II. Ablauf bei einer Anordnung
Für den Ablauf kann zusätzlich auf den Anhang verwiesen werden. Die anordnende Behörde (die Strafuntersuchungsbehörde gemäss Bundesrecht oder kantonalem Recht, z.B. Bundesanwalt, Staatsanwalt, Untersuchungsrichter, Amtstatthalter etc.), stellt bei der zuständigen Genehmigungsbehörde (die zuständige richterliche Behörde gemäss Bundesrecht oder kantonalem Recht) ein Gesuch auf Genehmigung der Überwachungsmassnahme.

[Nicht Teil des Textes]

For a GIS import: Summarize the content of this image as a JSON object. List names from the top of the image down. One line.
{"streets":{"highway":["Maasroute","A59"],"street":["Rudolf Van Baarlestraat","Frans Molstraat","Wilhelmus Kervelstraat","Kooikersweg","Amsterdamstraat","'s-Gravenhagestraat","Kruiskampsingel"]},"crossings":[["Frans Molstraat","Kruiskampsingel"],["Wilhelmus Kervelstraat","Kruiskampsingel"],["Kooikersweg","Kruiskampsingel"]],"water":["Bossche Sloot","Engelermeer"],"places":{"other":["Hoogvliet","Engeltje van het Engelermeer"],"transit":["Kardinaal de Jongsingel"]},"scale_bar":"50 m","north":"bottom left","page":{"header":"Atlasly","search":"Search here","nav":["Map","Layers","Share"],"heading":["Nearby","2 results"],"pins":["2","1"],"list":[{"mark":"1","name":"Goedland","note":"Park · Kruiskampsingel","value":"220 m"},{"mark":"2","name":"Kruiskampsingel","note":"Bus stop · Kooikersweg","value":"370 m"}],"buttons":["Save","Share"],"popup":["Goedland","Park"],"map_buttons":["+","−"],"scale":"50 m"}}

Mit der Anordnung der Überwachungsmassnahme gelangt die anordnende Behörde weiter an den vom Bundesrat eingerichteten Dienst für die Überwachung des Post- und Fernmeldeverkehrs. Die Genehmigungsbehörde teilt dem Dienst ihren Entscheid über die Bewilligung der Überwachungsanordnung mit. Der Dienst prüft formell, ob die Voraussetzungen für eine Anordnung gegeben sind. D.h. die Prüfung beschränkt sich darauf, ob die anordnende Behörde legitimiert ist und ob ein Verbrechen oder Vergehen gemäss BÜPF vorliegt. Sind diese Voraussetzungen gegeben, richtet der Dienst einen Auftrag an den betroffenen Anbieter. Der Auftrag enthält die zu liefernden Daten, sowie technische und organisatorische Massnahmen. Der Dienst fungiert als Vermittler zwischen der anordnenden Behörde und den Anbietern. Dabei ist der Dienst lediglich ermächtigt, diejenigen Daten zu verlangen, welche in einer Überwachungsanordnung festgehalten sind. Die Daten werden an die anordnende Behörde weitergegeben.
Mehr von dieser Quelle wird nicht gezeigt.